* [TASK INPUTS]

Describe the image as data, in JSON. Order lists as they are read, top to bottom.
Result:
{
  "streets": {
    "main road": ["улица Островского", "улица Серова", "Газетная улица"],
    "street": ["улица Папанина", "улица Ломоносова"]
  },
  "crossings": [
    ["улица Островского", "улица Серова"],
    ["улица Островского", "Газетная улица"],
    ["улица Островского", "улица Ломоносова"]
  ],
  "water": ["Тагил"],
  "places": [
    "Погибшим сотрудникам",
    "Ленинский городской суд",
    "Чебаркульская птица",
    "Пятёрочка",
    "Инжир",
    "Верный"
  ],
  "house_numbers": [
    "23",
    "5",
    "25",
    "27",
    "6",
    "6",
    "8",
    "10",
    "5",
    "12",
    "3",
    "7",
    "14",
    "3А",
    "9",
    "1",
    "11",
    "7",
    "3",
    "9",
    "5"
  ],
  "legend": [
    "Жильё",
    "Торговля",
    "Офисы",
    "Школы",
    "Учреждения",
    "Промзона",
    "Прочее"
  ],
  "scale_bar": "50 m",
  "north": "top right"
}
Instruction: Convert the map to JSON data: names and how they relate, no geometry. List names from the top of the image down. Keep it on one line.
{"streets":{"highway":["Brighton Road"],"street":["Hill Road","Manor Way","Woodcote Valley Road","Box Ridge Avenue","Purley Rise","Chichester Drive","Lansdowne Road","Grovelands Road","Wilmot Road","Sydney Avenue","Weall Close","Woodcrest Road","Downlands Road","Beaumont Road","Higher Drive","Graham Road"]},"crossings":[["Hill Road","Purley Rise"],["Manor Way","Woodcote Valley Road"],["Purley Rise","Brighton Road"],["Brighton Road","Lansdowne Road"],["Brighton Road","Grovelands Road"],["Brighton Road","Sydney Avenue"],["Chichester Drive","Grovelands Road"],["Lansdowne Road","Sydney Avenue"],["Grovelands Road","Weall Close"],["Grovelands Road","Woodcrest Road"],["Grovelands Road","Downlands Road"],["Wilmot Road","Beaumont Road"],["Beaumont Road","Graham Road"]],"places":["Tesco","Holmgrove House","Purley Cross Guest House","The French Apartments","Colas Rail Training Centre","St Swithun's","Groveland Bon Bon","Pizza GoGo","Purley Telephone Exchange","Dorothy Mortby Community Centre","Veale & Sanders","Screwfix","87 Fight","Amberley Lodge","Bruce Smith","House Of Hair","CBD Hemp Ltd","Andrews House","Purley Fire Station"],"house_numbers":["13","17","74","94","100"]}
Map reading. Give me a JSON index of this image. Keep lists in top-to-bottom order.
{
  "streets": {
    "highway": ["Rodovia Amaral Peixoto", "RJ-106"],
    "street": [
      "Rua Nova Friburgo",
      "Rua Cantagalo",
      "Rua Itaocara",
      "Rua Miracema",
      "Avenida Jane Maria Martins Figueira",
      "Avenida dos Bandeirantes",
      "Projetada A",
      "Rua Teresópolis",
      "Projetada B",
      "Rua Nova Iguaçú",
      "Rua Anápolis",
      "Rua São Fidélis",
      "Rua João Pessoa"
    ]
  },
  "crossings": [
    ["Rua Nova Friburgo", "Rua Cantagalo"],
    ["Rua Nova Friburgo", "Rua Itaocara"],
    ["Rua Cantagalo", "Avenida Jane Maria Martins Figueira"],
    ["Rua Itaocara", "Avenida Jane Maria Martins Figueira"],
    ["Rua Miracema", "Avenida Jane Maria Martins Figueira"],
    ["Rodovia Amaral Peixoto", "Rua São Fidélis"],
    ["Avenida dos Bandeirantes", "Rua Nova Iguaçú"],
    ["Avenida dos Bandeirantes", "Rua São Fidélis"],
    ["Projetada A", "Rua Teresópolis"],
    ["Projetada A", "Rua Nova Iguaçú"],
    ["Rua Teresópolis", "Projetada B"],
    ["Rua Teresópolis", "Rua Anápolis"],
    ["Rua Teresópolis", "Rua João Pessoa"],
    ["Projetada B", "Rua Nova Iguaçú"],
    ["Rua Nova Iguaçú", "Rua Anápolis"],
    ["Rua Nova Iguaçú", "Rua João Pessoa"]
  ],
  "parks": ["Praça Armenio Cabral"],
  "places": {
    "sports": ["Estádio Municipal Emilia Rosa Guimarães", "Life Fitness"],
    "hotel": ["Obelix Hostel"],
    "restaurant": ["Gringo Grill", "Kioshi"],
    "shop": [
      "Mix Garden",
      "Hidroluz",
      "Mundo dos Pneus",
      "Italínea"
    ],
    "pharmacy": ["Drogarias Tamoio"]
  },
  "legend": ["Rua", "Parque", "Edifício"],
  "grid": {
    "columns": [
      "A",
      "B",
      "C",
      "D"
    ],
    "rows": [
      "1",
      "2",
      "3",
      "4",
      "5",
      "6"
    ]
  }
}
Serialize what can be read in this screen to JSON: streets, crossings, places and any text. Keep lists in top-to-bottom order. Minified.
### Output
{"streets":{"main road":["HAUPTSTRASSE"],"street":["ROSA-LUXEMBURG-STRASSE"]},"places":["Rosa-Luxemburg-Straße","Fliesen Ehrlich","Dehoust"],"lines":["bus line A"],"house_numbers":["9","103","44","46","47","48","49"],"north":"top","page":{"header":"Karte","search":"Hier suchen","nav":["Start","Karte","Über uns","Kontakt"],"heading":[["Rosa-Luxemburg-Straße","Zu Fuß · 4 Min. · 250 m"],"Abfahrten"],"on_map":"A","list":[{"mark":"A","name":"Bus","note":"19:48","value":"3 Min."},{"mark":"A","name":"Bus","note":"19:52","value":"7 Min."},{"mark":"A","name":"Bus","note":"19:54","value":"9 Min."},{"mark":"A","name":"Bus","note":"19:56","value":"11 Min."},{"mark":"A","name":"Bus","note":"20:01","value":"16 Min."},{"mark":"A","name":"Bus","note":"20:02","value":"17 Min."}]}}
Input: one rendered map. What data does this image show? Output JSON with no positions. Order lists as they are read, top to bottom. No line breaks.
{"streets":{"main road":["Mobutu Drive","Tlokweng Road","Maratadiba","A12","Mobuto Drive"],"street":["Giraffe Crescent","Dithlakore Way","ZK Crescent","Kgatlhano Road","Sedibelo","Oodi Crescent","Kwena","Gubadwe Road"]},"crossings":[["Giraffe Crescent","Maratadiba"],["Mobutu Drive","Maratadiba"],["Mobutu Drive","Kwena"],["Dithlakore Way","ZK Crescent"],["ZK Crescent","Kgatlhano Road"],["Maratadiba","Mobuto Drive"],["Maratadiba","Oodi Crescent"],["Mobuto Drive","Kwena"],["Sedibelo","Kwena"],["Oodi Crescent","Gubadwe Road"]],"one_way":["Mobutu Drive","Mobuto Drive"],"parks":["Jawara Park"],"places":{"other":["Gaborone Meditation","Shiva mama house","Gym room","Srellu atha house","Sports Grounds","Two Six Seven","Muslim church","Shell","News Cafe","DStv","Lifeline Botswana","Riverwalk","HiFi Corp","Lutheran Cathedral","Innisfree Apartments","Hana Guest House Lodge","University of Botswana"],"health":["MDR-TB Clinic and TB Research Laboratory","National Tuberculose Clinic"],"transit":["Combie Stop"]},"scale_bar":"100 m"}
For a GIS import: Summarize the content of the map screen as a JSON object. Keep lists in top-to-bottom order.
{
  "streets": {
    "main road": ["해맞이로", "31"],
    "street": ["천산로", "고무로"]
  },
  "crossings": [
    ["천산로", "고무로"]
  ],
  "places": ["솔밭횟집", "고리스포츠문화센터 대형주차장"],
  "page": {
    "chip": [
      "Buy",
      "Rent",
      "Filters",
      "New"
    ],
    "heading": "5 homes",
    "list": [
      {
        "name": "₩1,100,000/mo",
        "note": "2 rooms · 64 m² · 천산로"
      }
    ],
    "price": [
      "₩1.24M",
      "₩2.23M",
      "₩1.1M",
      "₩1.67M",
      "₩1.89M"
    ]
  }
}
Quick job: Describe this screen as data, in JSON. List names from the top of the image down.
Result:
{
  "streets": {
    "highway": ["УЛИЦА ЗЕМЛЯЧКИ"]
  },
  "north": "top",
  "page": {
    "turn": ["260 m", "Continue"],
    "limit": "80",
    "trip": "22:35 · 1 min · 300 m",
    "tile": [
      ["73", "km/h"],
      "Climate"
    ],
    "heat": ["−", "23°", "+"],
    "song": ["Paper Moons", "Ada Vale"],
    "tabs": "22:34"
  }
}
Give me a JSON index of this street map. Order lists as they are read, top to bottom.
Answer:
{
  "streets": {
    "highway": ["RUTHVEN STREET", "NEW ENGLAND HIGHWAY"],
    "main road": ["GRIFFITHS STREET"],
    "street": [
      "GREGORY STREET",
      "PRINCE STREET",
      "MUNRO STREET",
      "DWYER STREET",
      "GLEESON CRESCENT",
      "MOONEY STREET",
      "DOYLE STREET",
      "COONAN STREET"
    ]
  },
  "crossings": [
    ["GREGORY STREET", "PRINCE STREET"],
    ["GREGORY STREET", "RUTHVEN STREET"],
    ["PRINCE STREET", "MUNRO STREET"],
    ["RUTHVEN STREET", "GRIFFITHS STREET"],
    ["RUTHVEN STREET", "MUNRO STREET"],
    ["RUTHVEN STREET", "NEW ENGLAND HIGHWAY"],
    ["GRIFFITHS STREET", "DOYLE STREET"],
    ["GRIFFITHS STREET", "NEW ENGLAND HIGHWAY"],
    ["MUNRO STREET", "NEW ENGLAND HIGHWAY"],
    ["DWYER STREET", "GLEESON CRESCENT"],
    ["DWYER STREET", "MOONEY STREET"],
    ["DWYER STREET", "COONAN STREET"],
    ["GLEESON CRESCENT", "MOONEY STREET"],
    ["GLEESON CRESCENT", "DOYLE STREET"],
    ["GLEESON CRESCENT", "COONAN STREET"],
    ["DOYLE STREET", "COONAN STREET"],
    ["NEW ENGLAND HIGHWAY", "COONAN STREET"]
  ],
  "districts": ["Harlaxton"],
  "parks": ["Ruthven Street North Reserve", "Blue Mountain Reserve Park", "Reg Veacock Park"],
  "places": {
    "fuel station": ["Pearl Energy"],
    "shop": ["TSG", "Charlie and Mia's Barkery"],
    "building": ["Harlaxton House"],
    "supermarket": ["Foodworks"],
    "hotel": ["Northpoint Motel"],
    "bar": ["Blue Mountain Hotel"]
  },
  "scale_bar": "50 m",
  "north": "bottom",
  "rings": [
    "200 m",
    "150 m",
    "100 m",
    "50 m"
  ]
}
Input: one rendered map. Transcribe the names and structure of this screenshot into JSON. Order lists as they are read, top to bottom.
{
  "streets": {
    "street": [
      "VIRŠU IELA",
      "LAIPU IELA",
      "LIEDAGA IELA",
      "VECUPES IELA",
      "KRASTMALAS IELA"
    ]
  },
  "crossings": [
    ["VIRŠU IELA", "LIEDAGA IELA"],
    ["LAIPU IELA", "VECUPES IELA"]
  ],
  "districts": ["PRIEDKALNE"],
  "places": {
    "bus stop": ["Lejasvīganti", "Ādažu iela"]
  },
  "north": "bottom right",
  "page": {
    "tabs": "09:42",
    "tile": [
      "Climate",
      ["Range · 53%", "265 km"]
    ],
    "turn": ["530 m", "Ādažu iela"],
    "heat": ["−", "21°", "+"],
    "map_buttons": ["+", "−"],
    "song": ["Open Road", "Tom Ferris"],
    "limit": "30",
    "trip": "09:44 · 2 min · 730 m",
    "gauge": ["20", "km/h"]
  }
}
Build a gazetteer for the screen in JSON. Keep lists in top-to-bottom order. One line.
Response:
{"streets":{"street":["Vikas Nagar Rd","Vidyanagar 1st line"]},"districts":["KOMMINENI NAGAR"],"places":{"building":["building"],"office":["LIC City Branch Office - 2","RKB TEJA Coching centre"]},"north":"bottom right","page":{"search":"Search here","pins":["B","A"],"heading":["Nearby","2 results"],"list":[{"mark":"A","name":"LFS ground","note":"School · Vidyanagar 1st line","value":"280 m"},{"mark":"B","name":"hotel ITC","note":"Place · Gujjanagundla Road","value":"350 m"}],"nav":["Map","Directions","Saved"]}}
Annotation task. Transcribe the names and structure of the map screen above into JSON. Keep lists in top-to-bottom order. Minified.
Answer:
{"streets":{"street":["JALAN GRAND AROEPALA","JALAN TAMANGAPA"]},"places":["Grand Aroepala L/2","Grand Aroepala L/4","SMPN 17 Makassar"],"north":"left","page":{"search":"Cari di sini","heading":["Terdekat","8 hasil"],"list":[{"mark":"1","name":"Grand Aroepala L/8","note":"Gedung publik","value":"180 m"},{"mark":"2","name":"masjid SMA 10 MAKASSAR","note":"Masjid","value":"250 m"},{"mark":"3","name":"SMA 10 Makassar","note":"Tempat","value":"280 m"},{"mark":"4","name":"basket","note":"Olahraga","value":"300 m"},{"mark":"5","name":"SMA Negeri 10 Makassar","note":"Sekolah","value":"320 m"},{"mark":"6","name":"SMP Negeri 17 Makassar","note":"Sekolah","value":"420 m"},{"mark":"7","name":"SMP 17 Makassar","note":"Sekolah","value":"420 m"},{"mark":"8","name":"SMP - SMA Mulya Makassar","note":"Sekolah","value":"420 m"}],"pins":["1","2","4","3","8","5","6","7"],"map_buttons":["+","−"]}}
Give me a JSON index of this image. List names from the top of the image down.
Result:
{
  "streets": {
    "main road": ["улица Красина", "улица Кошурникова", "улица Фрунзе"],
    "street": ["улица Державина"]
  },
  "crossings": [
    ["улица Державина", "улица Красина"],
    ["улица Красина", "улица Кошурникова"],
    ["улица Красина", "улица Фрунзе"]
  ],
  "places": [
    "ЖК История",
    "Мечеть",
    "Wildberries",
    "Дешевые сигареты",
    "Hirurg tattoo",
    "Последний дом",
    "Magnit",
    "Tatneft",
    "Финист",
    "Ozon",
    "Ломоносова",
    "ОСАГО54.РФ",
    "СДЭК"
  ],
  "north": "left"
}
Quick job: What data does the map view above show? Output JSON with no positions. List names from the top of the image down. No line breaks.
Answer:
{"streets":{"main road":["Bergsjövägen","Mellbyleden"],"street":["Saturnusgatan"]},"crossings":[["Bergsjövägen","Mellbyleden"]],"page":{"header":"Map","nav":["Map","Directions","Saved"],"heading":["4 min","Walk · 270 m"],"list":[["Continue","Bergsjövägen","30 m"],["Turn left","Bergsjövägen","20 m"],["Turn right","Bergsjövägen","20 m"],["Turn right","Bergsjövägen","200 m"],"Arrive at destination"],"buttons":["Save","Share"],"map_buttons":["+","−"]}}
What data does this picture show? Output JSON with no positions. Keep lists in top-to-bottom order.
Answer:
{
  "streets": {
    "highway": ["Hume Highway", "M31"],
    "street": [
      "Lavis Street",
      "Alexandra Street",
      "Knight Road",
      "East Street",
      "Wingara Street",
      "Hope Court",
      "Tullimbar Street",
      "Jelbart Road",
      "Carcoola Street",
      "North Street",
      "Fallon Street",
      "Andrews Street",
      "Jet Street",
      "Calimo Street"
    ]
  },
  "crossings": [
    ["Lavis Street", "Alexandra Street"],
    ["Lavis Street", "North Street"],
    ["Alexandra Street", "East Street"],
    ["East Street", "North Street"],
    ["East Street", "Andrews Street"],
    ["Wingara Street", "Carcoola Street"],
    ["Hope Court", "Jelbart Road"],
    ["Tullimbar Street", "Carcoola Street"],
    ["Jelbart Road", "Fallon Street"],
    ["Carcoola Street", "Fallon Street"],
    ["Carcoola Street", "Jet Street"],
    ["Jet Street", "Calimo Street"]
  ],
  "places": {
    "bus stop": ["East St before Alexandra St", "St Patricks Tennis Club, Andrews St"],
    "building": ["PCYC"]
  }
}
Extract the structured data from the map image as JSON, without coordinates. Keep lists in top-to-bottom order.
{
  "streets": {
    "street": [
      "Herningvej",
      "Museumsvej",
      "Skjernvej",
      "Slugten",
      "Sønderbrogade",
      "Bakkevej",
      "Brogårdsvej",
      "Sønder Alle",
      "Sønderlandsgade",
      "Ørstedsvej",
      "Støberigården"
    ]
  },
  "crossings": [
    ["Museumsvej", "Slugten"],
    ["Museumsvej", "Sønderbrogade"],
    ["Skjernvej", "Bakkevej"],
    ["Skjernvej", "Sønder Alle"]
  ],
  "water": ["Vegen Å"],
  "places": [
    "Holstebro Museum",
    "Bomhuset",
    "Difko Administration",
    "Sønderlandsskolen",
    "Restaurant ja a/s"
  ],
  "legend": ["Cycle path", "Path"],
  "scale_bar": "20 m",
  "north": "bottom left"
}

* [DESCRIPTION OF THE TASK]
Gather and copy every line of the data in which the string "shop" is found.

* [FINISHED EXERCISE]
    "shop": [
    "shop": ["TSG", "Charlie and Mia's Barkery"],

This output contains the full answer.